Last Thursday, April 9th, social media heavyweight, Noha Nabil, announced on Snapchat that she was going live with Rahma Riad, a rising pop singer from Iraq. Rahma’s hits are viewed more than 140 million times on YouTube. In less than 24 hours, the mega influencer with more than 8 million followers on Instagram, hosted Rahma in a live broadcast that lasted for 1.5 hour.

The live broadcast was interrupted a couple of times due to bad connection. Nevertheless, the session was quite entertaining with around 10,000 viewers tuned in, eager to have their questions answered by the beautiful singer. The broadcast was in many ways similar to any celebrity interview format on any TV station where a presenter hosts a famous performer. The only difference here is that it was live on social media. A testimony to a changing media landscape as a result of lockdown in MENA and the rest of the world.
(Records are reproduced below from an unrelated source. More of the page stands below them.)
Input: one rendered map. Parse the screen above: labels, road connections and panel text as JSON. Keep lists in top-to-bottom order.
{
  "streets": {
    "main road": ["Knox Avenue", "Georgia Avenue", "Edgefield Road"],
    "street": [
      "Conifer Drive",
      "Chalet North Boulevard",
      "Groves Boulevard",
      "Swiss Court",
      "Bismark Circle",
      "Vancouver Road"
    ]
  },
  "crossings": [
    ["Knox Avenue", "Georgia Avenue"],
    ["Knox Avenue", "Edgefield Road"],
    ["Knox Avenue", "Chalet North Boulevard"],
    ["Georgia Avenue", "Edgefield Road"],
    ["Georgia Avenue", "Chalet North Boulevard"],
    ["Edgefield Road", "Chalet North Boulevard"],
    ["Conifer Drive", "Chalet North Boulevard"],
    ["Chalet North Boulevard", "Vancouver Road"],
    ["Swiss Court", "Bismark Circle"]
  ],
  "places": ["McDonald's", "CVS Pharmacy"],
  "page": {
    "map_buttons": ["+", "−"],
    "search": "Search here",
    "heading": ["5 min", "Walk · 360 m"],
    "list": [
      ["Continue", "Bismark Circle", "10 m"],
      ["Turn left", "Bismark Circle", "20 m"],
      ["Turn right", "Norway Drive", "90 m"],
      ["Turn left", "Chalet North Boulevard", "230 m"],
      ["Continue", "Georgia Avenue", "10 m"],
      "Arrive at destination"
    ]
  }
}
Noha Nabil is no stranger to hosting; she started her career as a TV host of children shows on Kuwait TV and presented a talent show that enjoyed a pan-Arab reach and appeal.
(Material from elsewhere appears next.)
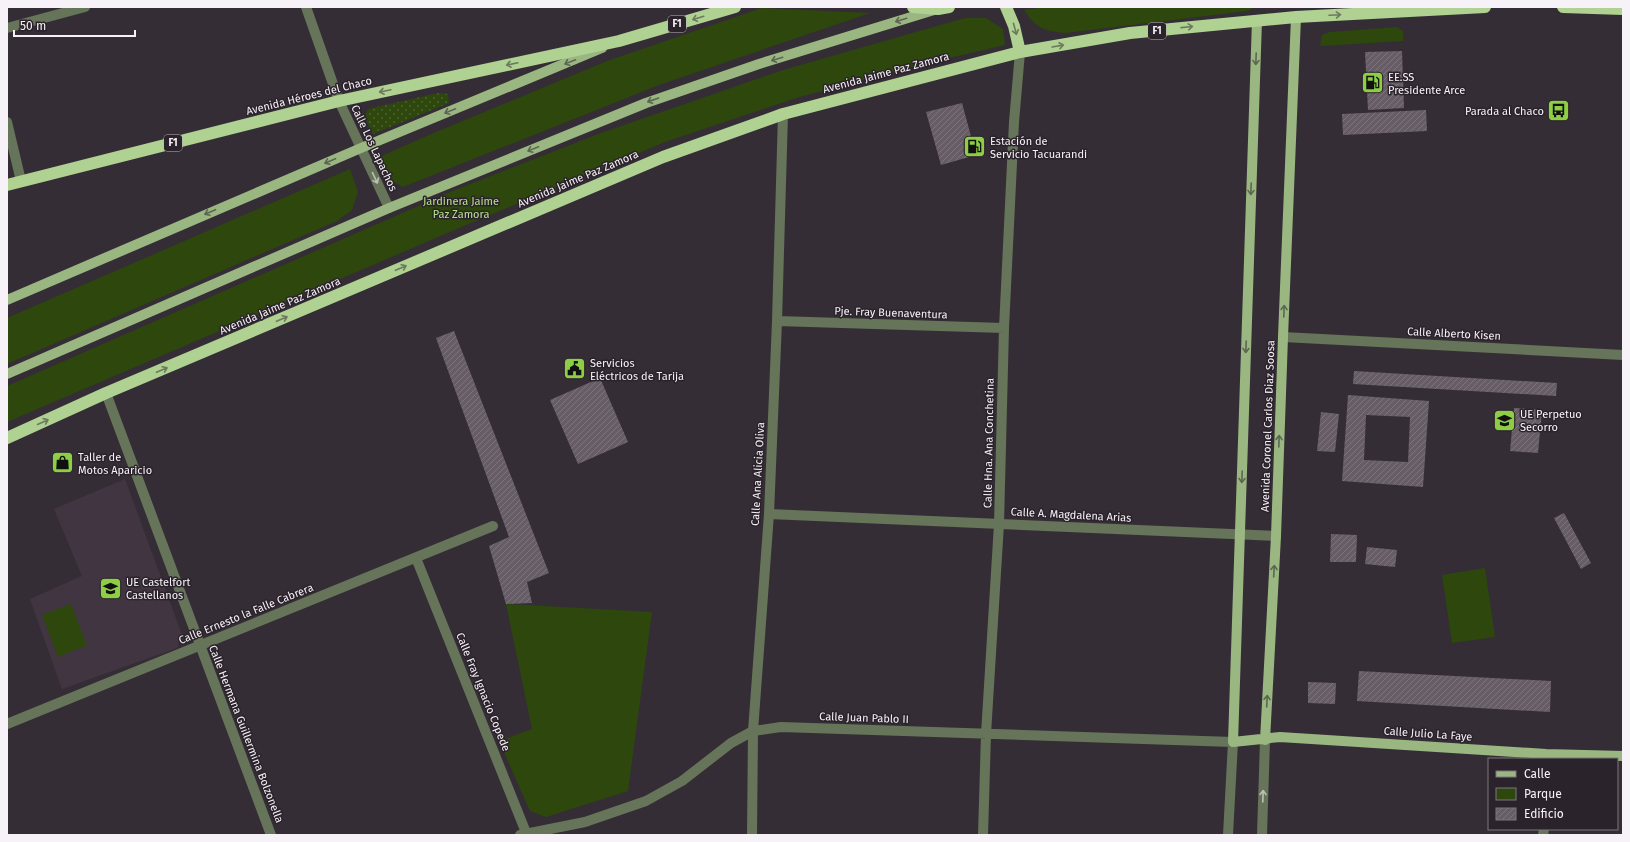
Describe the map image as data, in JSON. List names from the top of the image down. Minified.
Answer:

The Kuwaiti-Jordanian duo, Dr. Kholoud and her husband Amin also went live on Instagram last Thursday. Their guest? Mohammed Assaf; the Arab Idol winner who broke records last summer with his Iraqi music hit that received 128 million views on YouTube. Amin and Dr. Kholoud both have an army of more than 10 million followers on Instagram across the Arab world.

No doubt, quarantine life has changed the dynamics of influencer marketing. Beauty, fashion, travel and lifestyle influencers find themselves unable to share with the world their glitzy hotel rooms, fancy dining experiences or first row seats at Paris fashion week.

With more time to kill online and brand sponsors wearing thin, influencers in the Gulf region, and elsewhere, are left to their own devices.

‘Traditional’ influencer marketing tactics such as giveaways and contests are no longer as entertaining. Pre Covid-19, some top-tier Gulf-based fashionistas would do multiple restaurant adverts in a week, promoting exclusive promo codes for their followers. In times of social distancing, these very fashionistas have, overnight, turned into chefs, personal trainers and makeup artists. One such influencer filmed a how-to video on facial hair removal in the absence of beauty salons!

While influencers are trying to produce entertaining ‘everyday’ content to remain relevant, other media savvy ones are transforming into a broadcast channel capitalising on spikes in social media traffic and thirst for more content caused by the coronavirus pandemic. 

With traditional media occupied with news and analysis about the fight against the global pandemic, more viewers than any time before are turning to social media for entertainment.

Free from TV’s long production cycles and high costs, influencers have the ability to plan, produce and go live almost instantly. Within hours they can launch a show that has all the ingredients to make it entertaining and interactive.

With limited brand tie-ups and advertising opportunities, creative influencers can still leverage the bond they have with their followers and produce innovative formats where content is co-created between influencers and celebrities, with influencers in the driving seat and where production costs almost non-existing. 

Influencers that do it right, are bound to see their follower base, and influence increasing. As such, not only brands will be after their reach, pop culture celebrities such as singers, actors and actresses will too.

With Ramadan around the corner and further increase in social media consumption is anticipated, this trend is likely to evolve. When influencers are leading the way in content creation more than any time before, it is interesting to see how brands and agencies are adapting their strategies to catch up.